Abril 14, 1975
Una serpiente muy grande estaba cruzando el camino de las carretas justo delante de uno; era corpulenta, pesada y se movía perezosamente. Venía de un charco grande que se encontraba un poco más lejos. Era casi negra y la luz del sol crepuscular, al caer sobre ella, daba a su piel un intenso brillo. Avanzaba pausadamente con una señorial dignidad de poder. No advirtió la presencia de uno, que la observaba quietamente y desde muy cerca debía medir bastante más de cinco pies y estaba hinchada con lo que había comido. Subió a un montículo de tierra y uno caminó hacia ella hasta quedar a unas cinco pulgadas de distancia; su negra lengua bifurcada se lanzaba hacia adentro y afuera; estaba moviéndose en dirección a un gran agujero. Uno podría haberla tocado porque tenía una belleza extraña que atraía. Pasaba un aldeano y nos gritó que la dejáramos tranquila porque se trataba de una cobra. Al día siguiente, los lugareños habían puesto sobre el montículo un plato con leche y algunas flores de hibisco. Más lejos, en esa misma carretera, había un arbusto alto y casi deshojado, que tenía espinas de unas dos pulgadas de largo, agudas, grisáceas; ningún animal hubiera osado tocar sus suculentas hojas. Así se protegía y, ¡pobre de cualquiera que lo tocara! Había venados en esos bosques; eran tímidos pero muy curiosos; permitían que la gente se aproximara, pero no demasiado cerca, y si uno lo hacia corrían velozmente alejándose hasta desaparecer entre la maleza. Había un venado que, con los ojos muy abiertos y las grandes orejas hacia adelante, dejaba que uno llegara bastante cerca de él si no había nadie más al lado. Todos ellos tenían manchas blancas sobre una piel de color castaño bermejo. Eran tímidos, mansos y estaban siempre alertas; resultaba agradable encontrarse entre ellos. Había uno completamente blanco, que debe haber sido una verdadera rareza.

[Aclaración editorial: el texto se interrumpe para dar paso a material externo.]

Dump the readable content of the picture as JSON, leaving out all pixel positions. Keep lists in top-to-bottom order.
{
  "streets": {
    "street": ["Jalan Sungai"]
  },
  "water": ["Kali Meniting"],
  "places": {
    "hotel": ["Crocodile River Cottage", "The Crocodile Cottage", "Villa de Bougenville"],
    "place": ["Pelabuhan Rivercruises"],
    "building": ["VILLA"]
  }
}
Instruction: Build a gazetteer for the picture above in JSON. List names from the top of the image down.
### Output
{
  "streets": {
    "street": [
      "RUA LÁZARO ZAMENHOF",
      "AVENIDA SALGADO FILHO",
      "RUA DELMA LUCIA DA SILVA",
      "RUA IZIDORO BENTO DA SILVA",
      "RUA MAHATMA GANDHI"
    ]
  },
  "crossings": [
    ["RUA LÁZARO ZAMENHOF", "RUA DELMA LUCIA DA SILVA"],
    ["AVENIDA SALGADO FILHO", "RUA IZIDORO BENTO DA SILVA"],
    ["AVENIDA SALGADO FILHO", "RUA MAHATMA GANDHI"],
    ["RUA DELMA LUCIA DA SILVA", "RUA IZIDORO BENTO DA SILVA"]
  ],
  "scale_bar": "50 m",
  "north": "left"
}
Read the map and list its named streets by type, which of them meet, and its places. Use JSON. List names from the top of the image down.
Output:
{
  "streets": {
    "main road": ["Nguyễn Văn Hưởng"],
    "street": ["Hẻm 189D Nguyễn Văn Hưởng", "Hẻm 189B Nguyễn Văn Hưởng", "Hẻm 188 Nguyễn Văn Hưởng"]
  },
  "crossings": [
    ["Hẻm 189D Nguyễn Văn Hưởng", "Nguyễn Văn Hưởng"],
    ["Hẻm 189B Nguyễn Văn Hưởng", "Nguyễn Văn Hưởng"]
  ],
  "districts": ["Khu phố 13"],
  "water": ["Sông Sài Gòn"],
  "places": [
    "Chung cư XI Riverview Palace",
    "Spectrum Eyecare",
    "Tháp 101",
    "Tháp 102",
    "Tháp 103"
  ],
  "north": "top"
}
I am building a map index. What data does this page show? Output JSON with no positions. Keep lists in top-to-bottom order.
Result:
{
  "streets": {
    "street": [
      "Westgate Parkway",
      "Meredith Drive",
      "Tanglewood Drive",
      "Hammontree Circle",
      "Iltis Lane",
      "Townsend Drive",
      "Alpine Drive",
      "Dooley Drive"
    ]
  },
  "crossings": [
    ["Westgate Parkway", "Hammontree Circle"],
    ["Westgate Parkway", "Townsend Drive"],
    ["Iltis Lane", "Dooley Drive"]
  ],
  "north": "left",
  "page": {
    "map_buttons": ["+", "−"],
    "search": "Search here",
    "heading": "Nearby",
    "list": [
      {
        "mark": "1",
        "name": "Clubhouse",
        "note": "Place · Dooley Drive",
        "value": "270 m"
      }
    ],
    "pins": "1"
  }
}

El bien no es el opuesto del mal; jamás ha sido alcanzado por el mal aunque se encuentre rodeado por él. El mal no puede dañar al bien, pero el bien puede parecer que causa perjuicio, y entonces el mal se vuelve más artero, más dañino. La maldad puede ser cultivada, agudizada, puede volverse expansivamente violenta; nace dentro del movimiento del tiempo, es alimentada y hábilmente utilizada. Pero la bondad no es del tiempo; de ningún modo puede ser cultivada ni alimentada por el pensamiento; su acción no es visible; no tiene causa y, por tanto, no tiene efecto. El mal no puede convertirse en bien, porque el bien no es el producto del pensamiento; está más allá del pensamiento, como la belleza. La cosa que el pensamiento produce, el pensamiento puede deshacerla, pero eso no es el bien; como el bien no pertenece al tiempo, en él no tiene cabida la duración. Donde está el bien, hay orden, no el orden de la autoridad, del castigo y la recompensa. Este orden es esencial, porque de otro modo la sociedad se destruye a sí misma y el hombre se vuelve maligno, sanguinario, corrupto y degenerado. Porque el hombre es la sociedad; son inseparables. La ley del bien es eterna, inmutable e intemporal. La estabilidad es su naturaleza, y por eso el bien es absolutamente seguro. No existe otra seguridad.